Also consider that criminal organizations that profit from stolen data will
become more active (more data lost > more data to sell > more profits > more
activity toward compromising data).. which means more organizations for the
FBI to investigate.

And there's the potential that victim companies could face prosecution also..
for example, if a company had a minor violation of HIPAA (et al) and was
compromised due to a backdoor.. instead of the damage being minor and the
company fixing the problem without any patient data being compromised..
instead it becomes a significant incident with real losses of patient data..
potentially opening the company up to prosecution for violation of HIPAA (or
other laws).

------
citizensixteen
>The government’s ponderous declassification process released this letter far
too late to have much more than historical impact. But, in the end, the
secrecy clouds parted, and the pattern is clear; we’re back in a place we’ve
been time and again. One-sided legal arguments lead to one-sided legal
interpretations. The government’s secret process let it get away with drafting
an entire 22-page letter that did not even cite let alone grapple with these
issues.

If there is one thing history teaches us, it is this pattern that repeats
itself over and over. For example look at the Stasi of East Germany. The Stasi
did everything it did to protect the state and the 'people'. When we look at
these totalitarian governments of past, we are shocked and can not believe
people allowed it to go on. It is much harder to see these patterns in the
present context of our own culture and even harder to do something when things
go wrong.

Next time you are in Berlin visit the old Stasi headquarters.
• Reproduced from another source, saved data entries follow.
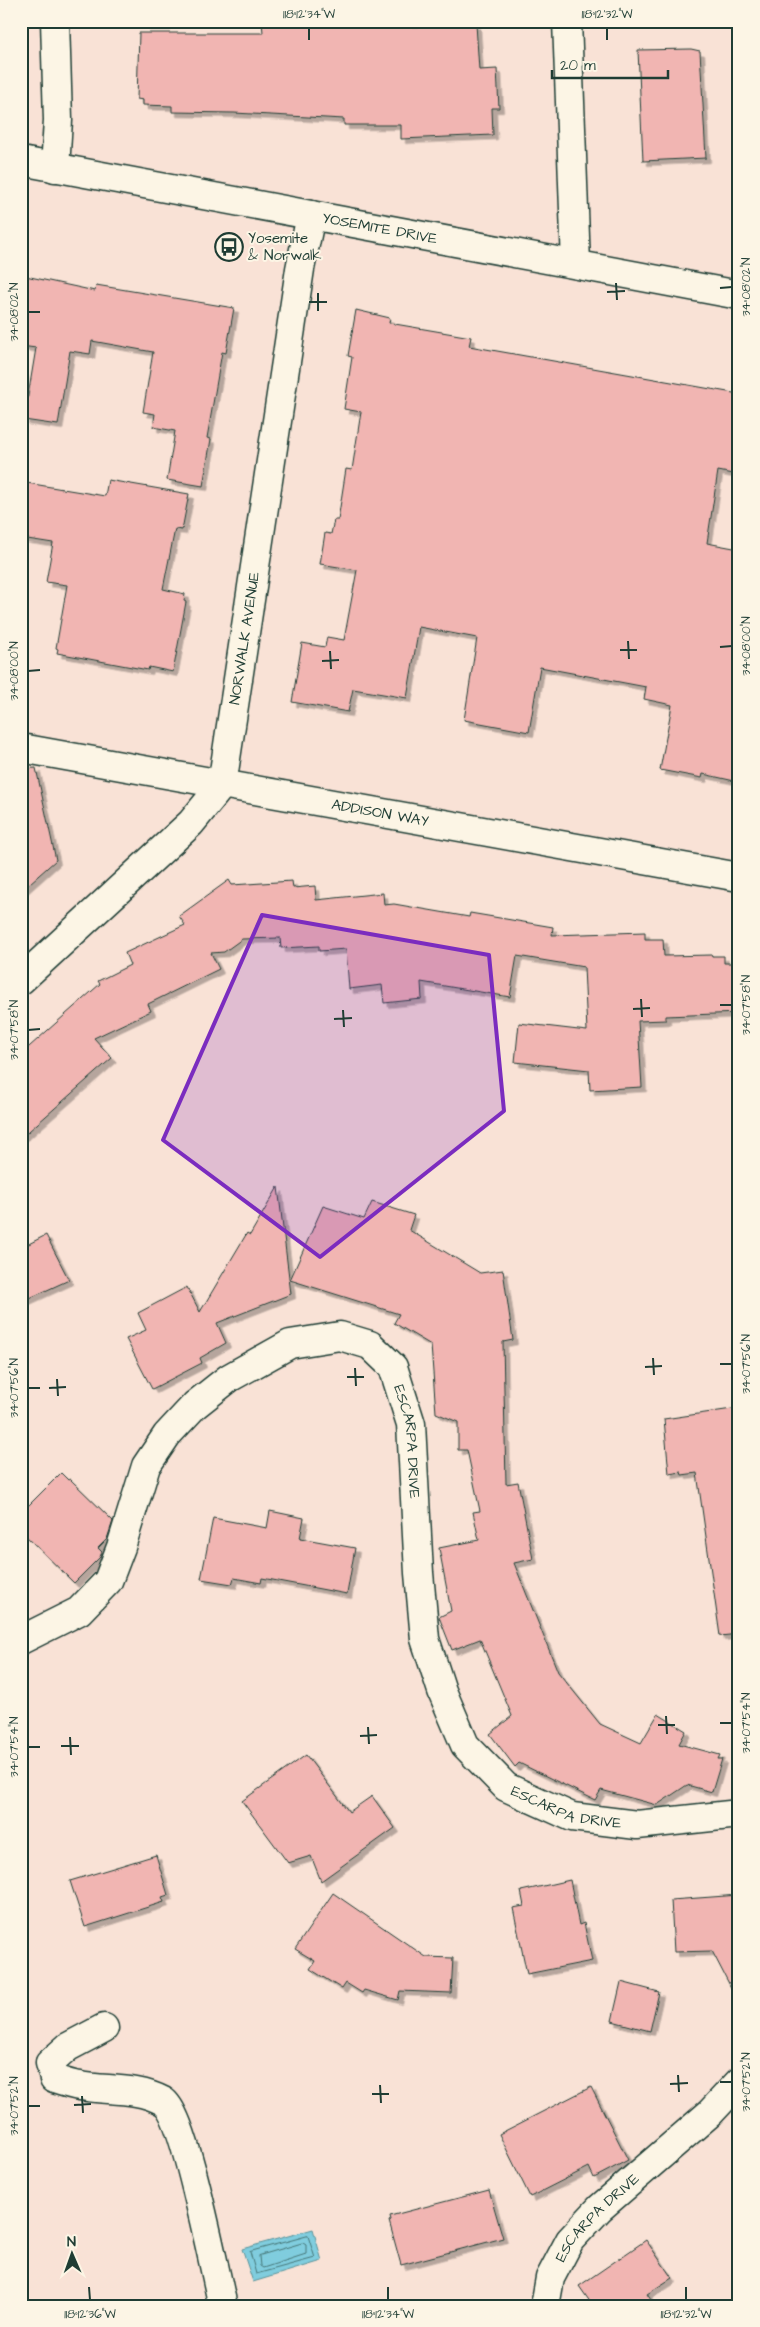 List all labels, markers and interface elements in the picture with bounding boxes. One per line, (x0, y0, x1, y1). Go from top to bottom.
text: 118°12'34"W (283, 6, 336, 23)
text: 118°12'32"W (582, 6, 633, 23)
scale bar (552, 48, 669, 80)
text: 20 m (560, 55, 596, 76)
street label: YOSEMITE DRIVE (321, 207, 439, 249)
place label: Yosemite & Norwalk (248, 228, 322, 266)
bus stop icon: Yosemite & Norwalk (214, 232, 244, 262)
text: 34°08'02"N (738, 257, 755, 317)
text: 34°08'02"N (6, 282, 23, 342)
street label: NORWALK AVENUE (224, 570, 265, 706)
text: 34°08'00"N (738, 616, 755, 676)
text: 34°08'00"N (6, 641, 23, 701)
street label: ADDISON WAY (330, 794, 430, 832)
text: 34°07'58"N (738, 974, 755, 1035)
text: 34°07'58"N (6, 999, 23, 1060)
text: 34°07'56"N (738, 1333, 755, 1394)
text: 34°07'56"N (6, 1357, 23, 1418)
street label: ESCARPA DRIVE (389, 1382, 426, 1499)
text: 34°07'54"N (738, 1692, 755, 1753)
text: 34°07'54"N (6, 1716, 23, 1777)
street label: ESCARPA DRIVE (508, 1780, 623, 1834)
text: 34°07'52"N (738, 2052, 755, 2112)
text: 34°07'52"N (6, 2076, 23, 2136)
street label: ESCARPA DRIVE (550, 2168, 644, 2265)
north arrow (48, 2230, 98, 2280)
text: N (67, 2232, 77, 2252)
text: 118°12'36"W (64, 2306, 117, 2323)
text: 118°12'34"W (362, 2306, 415, 2323)
text: 118°12'32"W (661, 2306, 712, 2323)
[http://www.stasimuseum.de/en/enindex.htm](http://www.stasimuseum.de/en/enindex.htm)

------
themartorana
Secrecy is key. In any conceivable circumstance, where one branch of
government operates in total secrecy from the other two, the spirit, at least,
if not (but most likely) the letter of the Constitution and its explicit power
checks have been violated. When one starts writing and interpreting its own
laws in secret from the other two, well... I don't see how it amounts to
anything less than a (non-violent?) coup, where one branch has gone completely
rogue.

But as time and again, no heads will roll, no one will go to prison for making
the Free World significantly less free. And I'm pretty sure domestic
surveillance now is significantly more advanced than it was back when this
letter was written.

Is there anything left to hold on to?

Edit: I should stop reading. I'm starting to believe that ignorance is indeed
bliss.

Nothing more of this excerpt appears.